East End Film Festival: The Death and Life of Marsha P. Johnson

The Death and Life of Marsha P. Johnson
Directed by David France
Starring Victoria Cruz, Marsha P. Johnson and Sylvia Rivera
Screening in partnership with Stonewall at EEFF on June 18, 2017
A percentage of the screening’s profits will be donated to the charity

by Bernie C Byrnes

Oscar-nominated director David France (How to Survive a Plague) returns with a new documentary about legendary BAME trans icon and gay liberation activist, Marsha P. Johnson. Marsha, who along with Sylvia Rivera spearheaded the Stonewall Riots and formed the world’s first trans-rights organisation, was mysteriously found dead in 1992. Now, 25 years later, an activist named Victoria Cruz has taken it upon herself to re-examine what happened at the end of Marsha’s life.

This fascinating documentary is reminiscent of Paris is Burning. Footage of the Christopher Street area of New York from the 1970s through to the 1990s hauntingly captures the relentless gentrification of today’s Meatpacking District as much as it does the rise of gay rights. Footage of the trans prostitution beat once known as ‘The Stroll’ is barely recognizable as Christopher Street pier. In those days, the West Village piers were a safe haven to a number of homeless trans gender women prior to ‘the sweep’ (not eviction) for the West Side Highway restoration project. There is no question that the area was derelict, but the manner of its refurbishment feels grubby and callous. The glimpses of old New York are inextricably linked to the history of the LGBT rights movement and engender a powerful emotional response.

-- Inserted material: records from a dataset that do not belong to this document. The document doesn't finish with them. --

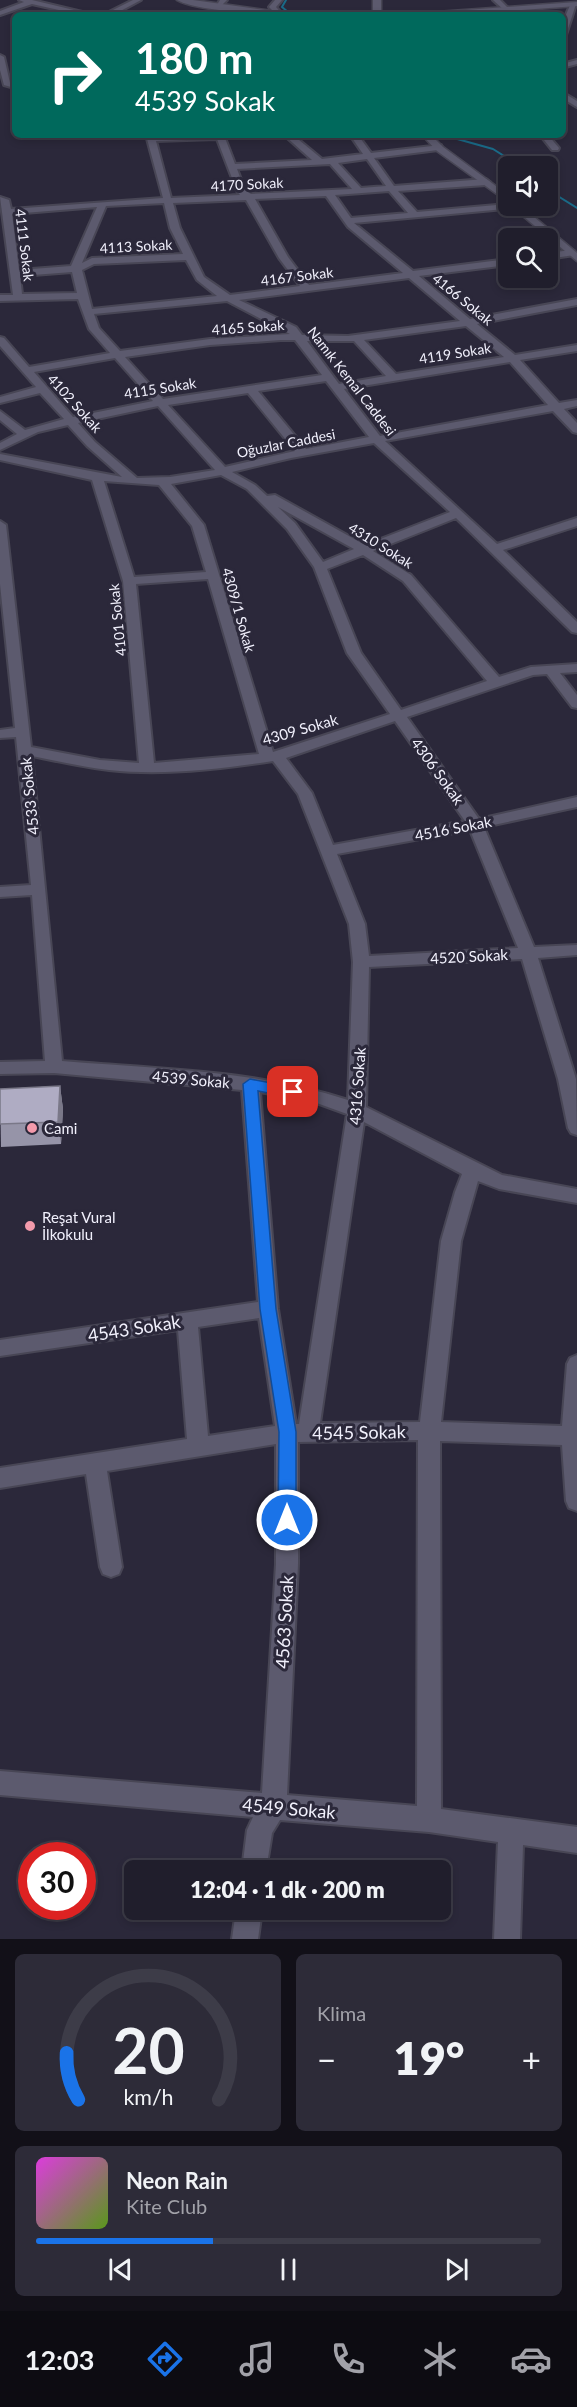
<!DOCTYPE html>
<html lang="tr">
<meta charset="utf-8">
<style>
body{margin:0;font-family:Lato,sans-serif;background:#2d2b38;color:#f1f3f6;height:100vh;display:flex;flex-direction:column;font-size:22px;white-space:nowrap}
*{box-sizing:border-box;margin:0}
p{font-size:20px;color:#a2a2a9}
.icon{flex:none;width:33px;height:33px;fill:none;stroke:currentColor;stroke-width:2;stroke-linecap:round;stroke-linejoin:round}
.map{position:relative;height:1939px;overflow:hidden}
.side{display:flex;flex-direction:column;gap:15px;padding:15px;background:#121018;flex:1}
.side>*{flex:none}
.banner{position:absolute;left:12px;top:12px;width:554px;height:126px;border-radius:9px;box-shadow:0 3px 9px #0003,0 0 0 2px #3d3c48;background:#00695c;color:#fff;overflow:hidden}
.tools{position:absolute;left:498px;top:156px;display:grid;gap:12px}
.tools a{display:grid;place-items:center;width:60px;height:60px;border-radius:9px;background:#201e2c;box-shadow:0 3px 9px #0003,0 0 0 2px #3d3c48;font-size:30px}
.speed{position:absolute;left:18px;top:1842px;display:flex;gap:12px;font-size:30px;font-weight:700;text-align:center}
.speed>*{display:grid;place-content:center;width:78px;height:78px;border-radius:50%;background:#201e2c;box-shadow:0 3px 9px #0003,0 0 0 2px #3d3c48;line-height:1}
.speed .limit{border:9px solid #d22;background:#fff;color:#111}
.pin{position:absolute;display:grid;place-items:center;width:51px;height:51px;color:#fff;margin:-26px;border-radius:12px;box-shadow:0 3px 9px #0006}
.me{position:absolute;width:66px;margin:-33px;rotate:0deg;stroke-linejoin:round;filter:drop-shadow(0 0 4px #0008)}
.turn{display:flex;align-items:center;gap:21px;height:126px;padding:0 24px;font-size:27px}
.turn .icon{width:78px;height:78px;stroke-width:2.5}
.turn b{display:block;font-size:42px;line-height:51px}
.big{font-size:45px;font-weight:800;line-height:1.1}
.side .widget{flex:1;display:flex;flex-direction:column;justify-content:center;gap:9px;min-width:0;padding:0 21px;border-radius:9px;background:#2d2b38}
.side .dial{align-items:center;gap:0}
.dial svg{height:156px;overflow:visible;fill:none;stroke:#3d3c48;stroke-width:7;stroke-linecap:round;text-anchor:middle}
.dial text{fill:#f1f3f6;stroke:none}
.song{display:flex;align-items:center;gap:18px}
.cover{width:72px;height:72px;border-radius:9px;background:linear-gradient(135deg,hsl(300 70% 55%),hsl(90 70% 35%))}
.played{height:6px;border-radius:3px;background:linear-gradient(90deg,#1a73e8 35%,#3d3c48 35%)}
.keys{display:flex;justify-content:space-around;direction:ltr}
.heat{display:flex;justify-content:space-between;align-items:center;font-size:33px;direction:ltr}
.side .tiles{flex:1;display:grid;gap:15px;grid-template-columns:1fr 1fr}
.widget:last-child{grid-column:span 2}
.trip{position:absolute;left:124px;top:1860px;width:327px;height:60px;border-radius:9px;background:#201e2c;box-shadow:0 3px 9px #0003,0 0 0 2px #3d3c48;font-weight:800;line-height:60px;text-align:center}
.menu{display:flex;height:96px;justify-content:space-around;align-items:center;background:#0d0c12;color:#a2a2a9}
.menu .icon{width:42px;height:42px}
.menu .selected{color:#1a73e8}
.menu b{font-size:27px;color:#f1f3f6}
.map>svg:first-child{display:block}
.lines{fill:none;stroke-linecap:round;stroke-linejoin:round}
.stream{stroke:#1a6a87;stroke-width:2}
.street-casing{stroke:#484655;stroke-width:4}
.secondary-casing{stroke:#484655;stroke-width:3}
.street{fill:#5c5a6e;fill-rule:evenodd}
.secondary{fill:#5c5a6e;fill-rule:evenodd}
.wall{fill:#9694a8}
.shaded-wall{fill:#7a7888}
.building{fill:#afacc3;stroke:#7a7888;stroke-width:1.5}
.route{fill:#1a73e8;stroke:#114b97;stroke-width:1.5}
.poi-dot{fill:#f39aab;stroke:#2b283a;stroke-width:2}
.labels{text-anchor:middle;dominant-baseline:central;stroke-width:6;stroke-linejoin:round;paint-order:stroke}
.far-street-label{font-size:14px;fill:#f1f0fc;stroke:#2b283a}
.street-label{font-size:15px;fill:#f1f0fc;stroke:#2b283a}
.poi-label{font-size:15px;fill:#f1f0fc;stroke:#2b283a;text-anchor:start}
.near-street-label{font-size:18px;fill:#f1f0fc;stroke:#2b283a}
</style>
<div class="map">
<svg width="577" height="1939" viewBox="0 0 577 1939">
<rect width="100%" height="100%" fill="#2b283a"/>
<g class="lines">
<g class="stream">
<polyline points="286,0 282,7 288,12"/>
<polyline points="443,135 493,149 520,166"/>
<polyline points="548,190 577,208"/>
</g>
<defs>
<g id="street">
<polygon points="19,0 32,0 95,15 81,15 32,4 0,15 0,11 24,2"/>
<polygon points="133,0 141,0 113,15 103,15"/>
<polygon points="220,0 227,0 219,8 215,8"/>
<polygon points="275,0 282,0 276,7 283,15 277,15 269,7"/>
<polygon points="493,0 500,0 509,9 504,10"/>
<polygon points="571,3 576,4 566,35 562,37 562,24"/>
<polygon points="247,9 251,11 246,15 238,15"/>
<polygon points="0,55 4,57 11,87 4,85 0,70"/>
<polygon points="577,60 577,64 562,68 562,64"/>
<polygon points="562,92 577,101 577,107 562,98"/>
<path d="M146,135H252L248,137L225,138L235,164L312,160L284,135H293L322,159L363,154L350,135H358L371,153L441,145L442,147L438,150L374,158L394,186L486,179L490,182L486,185L398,191L417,212L508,204V206H515L514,208L354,223L413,271L508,259V265L419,276L470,319L577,299V305L477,324L515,355L577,345V351L520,360L559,403L577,400V406L564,409L577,423V433L573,432L553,411L385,441L497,544L577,518V526L503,550L577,622V633L572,632L456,518L373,551L411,575L499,677L531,667L577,664V672L560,673L577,695V708L572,707L547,674L533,675L407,717L479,819L577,797V807L484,827L534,947L577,945V955L538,958L576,1079L577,1135L571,1133L568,1128L558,1079L522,959L369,967L366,1107L502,1175L577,1189V1203L499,1189L478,1181L461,1241L441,1422L562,1426L567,1364L570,1358L577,1355V1511L569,1508L566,1501L562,1445L440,1441L441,1809L577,1827V1853L523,1845L520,1939H494L498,1842L429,1832L280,1820L272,1833L266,1870H242L247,1830L253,1817L0,1795V1771L262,1793L276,1564V1444L107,1471L122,1567L119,1574L111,1577L103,1574L100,1567L86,1474L0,1488V1468L187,1439L178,1330L0,1356V1340L258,1302L242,1090L54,1073L0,1074V1062L45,1061L32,895L0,897V887L31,885L16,737L0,738V730L15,728L0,584V521L6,525L31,747L100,760L139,763L123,581L92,480L0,460V454L122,477L87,446L68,425L38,432L0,450V443L17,434L0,420V411L25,430L64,419L40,393L0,403V397L36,387L0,346V337L4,338L29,367L110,353L89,329L78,299L0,301V295H13L0,197L9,200L11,209L163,198ZM217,139L237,191L240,195L171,198L156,141ZM367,159L386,186L361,188L338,163ZM330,164L352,189L251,194L245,190L237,169ZM389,191L408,213L351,218L335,195ZM326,196L348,227L403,273L309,285L288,257L255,199ZM246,200L279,258L300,286L230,295L204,277L180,228L173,203ZM164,203L170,228L183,254L92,258L82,263L106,206ZM97,207L71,266L19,270L12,214ZM186,260L197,280L217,296L92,309L82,270L94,264ZM72,272L77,293L22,294L20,276ZM409,278L460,321L348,336L302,335L296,327L239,300ZM227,301L290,334L210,339L120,351L99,328L94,314ZM466,326L504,357L396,374L364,340ZM281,340H295L322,375L163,399L125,357L210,345ZM307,341H354L386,376L339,384ZM115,358L153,401L73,417L34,372ZM510,362L548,405L380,436L344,389ZM326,381L369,437L306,449L258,391ZM248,393L295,451L225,467L168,405ZM158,406L215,470L170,477L137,478L95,442L78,423ZM374,443L450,512L365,545L275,495L267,496L255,485L232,472L291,458ZM221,475L247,489L287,529L314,567L347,653L390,714L273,752L204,525L171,484ZM104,481L159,485L192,526L206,572L134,577ZM278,507L354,549L323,562L295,523ZM363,555L403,581L487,681L401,710L361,653L327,569ZM208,579L259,754L154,763L136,584ZM395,721L465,821L333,845L312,793L286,758ZM32,756C57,761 83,767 109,770C163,776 219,769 273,761L298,794L349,924L353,962L348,1100C257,1070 158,1069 62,1061ZM470,830L518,948L369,956L365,924L337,854ZM260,1092L314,1102L347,1114L299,1424H296L278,1309ZM364,1122L462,1174L455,1192L441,1241L420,1422L320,1423ZM259,1318L275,1426L208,1436L198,1327ZM418,1440L417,1806L287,1795L298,1564V1442Z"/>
<polygon points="540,135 548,135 559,148 558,150 552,150"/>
<polygon points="571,250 574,251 574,255 548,259 548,253"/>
<polygon points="236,1910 262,1910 258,1939 232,1939"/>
</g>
<g id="secondary">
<path d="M177,0H193L302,15C275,15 198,12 177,0Z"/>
<rect x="373" y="0" width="8" height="15"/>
<polygon points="577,2 577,6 455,15 419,15 423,13"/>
<polygon points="422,135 431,135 443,147 508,195 508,202 437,151"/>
<polygon points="511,206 521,206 577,253 577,261"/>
</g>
</defs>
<use href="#street" class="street-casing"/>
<use href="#secondary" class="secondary-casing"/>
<use href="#street" class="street"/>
<use href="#secondary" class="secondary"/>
</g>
<polygon class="wall" points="60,1086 63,1109 61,1144 1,1147 0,1089"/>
<polygon class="shaded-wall" points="60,1086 63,1109 61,1144 58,1122"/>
<polygon class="building" points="60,1086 58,1122 0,1124 0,1089"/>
<polygon class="route" points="250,1079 293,1087 300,1092 293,1098 258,1091 276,1309 296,1432 296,1520 294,1526 287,1529 281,1526 278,1520 279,1432 260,1309 243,1084"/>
<g class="poi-dot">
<circle cx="32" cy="1128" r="6"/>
<circle cx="30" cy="1226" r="6"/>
</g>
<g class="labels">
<g class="far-street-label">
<text transform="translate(247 184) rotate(-3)">4170 Sokak</text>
<text transform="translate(25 245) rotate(83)">4111 Sokak</text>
<text transform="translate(136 246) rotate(-3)">4113 Sokak</text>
<text transform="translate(297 276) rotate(-7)">4167 Sokak</text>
<text transform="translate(463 299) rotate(39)">4166 Sokak</text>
<text transform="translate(248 327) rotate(-4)">4165 Sokak</text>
<text transform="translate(455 353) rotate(-9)">4119 Sokak</text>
<text transform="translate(352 381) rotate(52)">Namık Kemal Caddesi</text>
<text transform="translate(160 388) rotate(-9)">4115 Sokak</text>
<text transform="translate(75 403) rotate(48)">4102 Sokak</text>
<text transform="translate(286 443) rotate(-11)">Oğuzlar Caddesi</text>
<text transform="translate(381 545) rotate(32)">4310 Sokak</text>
<text transform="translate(239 610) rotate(74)">4309/1 Sokak</text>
<text transform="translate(117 620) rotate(-96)">4101 Sokak</text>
</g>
<g class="street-label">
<text transform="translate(300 729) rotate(-16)">4309 Sokak</text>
<text transform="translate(438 771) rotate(54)">4306 Sokak</text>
<text transform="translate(29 796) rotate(-96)">4533 Sokak</text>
<text transform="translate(453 828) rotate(-11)">4516 Sokak</text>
<text transform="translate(469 956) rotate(-3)">4520 Sokak</text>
<text transform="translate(191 1079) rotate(5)">4539 Sokak</text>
<text transform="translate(357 1086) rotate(-86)">4316 Sokak</text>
</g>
<g class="poi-label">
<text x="44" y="1128">Cami</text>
<text x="42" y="1217">Reşat Vural<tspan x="42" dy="17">İlkokulu</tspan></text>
</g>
<g class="near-street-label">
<text transform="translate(134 1328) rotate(-9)">4543 Sokak</text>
<text transform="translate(359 1432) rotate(-1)">4545 Sokak</text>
<text transform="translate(284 1622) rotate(-87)">4563 Sokak</text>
<text transform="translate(289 1808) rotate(5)">4549 Sokak</text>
</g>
</g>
</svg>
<div class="tools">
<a><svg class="icon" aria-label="sound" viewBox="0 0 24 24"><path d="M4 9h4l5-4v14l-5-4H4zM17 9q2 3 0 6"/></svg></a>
<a><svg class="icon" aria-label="search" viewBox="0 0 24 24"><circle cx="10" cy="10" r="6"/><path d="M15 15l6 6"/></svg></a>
</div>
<div class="speed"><div class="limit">30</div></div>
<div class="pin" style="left:293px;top:1092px;background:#d93025"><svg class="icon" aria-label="arrive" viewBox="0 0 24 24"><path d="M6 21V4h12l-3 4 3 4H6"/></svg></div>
<svg class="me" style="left:287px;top:1520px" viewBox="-20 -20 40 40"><circle r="17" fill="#1a73e8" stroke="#fff" stroke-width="3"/><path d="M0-11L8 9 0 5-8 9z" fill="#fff"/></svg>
<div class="trip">12:04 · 1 dk · 200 m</div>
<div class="banner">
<div class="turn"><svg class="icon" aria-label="right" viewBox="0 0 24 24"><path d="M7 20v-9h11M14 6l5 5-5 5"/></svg><div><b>180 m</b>4539 Sokak</div></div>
</div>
</div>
<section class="side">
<div class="tiles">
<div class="widget dial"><svg viewBox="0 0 100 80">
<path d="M14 69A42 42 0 1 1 86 69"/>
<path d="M14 69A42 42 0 0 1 8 45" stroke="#1a73e8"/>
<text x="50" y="56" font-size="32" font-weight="700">20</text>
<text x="50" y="72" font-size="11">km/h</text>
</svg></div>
<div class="widget"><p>Klima</p>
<div class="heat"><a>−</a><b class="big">19°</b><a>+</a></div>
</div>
<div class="widget">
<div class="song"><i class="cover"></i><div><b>Neon Rain</b><p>Kite Club</p></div></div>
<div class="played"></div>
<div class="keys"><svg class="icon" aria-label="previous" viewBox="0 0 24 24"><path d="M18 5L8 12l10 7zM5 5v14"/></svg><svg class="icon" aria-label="pause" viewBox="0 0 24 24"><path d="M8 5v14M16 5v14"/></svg><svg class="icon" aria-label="next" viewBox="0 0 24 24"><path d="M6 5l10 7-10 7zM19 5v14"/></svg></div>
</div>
</div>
</section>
<nav class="menu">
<b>12:03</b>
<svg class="icon selected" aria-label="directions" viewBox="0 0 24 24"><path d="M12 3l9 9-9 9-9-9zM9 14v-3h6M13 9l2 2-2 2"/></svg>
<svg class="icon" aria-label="music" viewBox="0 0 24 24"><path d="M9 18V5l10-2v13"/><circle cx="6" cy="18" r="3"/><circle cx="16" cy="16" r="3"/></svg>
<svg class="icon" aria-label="phone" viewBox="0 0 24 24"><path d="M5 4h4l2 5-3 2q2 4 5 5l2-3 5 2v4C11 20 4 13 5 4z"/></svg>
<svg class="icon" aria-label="climate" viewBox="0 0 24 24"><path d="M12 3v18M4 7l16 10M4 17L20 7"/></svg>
<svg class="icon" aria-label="car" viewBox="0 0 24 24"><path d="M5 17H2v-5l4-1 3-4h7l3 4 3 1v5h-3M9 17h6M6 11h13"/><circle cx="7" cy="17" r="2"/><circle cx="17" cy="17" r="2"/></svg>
</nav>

The protagonist Victoria Cruz, herself a victim of homophobic violence, is a trans rights activist at the point of retirement when she decides to investigate the unsolved death of Marsha P. Johnson. Her investigations bring her butting up against police brutality, missing evidence and dwindling hope of being able to prove that Johnson was murdered rather than ‘committed suicide’ as the police claimed at the time. The treatment of Johnson’s death feels neglectful but is overshadowed by the chilling statistics of the number of trans women being murdered every year by perpetrators who receive short or non-existent sentences. The ruling of ‘suicide’ seems to mask an altogether more sinister attitude that these women, by being trans, are asking to be murdered.

Johnson however, it transpires, was probably not a victim of hate crime. While bigots undeniably murder thousands of other trans women, it was Johnson’s determination to reclaim Pride for the gay community from the mob that is almost certainly what got her killed. It’s almost comforting to note that money here was a bigger motivator than hate.

Perhaps the most shocking element of the documentary is the gay community’s rejection of the trans community in the early days. As founders of Pride and STAR (Street Transvestite Action Revolutionaries), Johnson and Rivera were early trailblazers who continue not to receive the recognition they deserve.

It’s a poignant piece that leaves a bitter aftertaste of injustice. The hardest bit to swallow is that things aren’t getting better quickly enough. The bathroom bills in Texas and North Carolina targeted at trans people, and Trump rescinding guidance from the Obama administration that trans kids should be treated equally shows that we still have a long long way to go yet.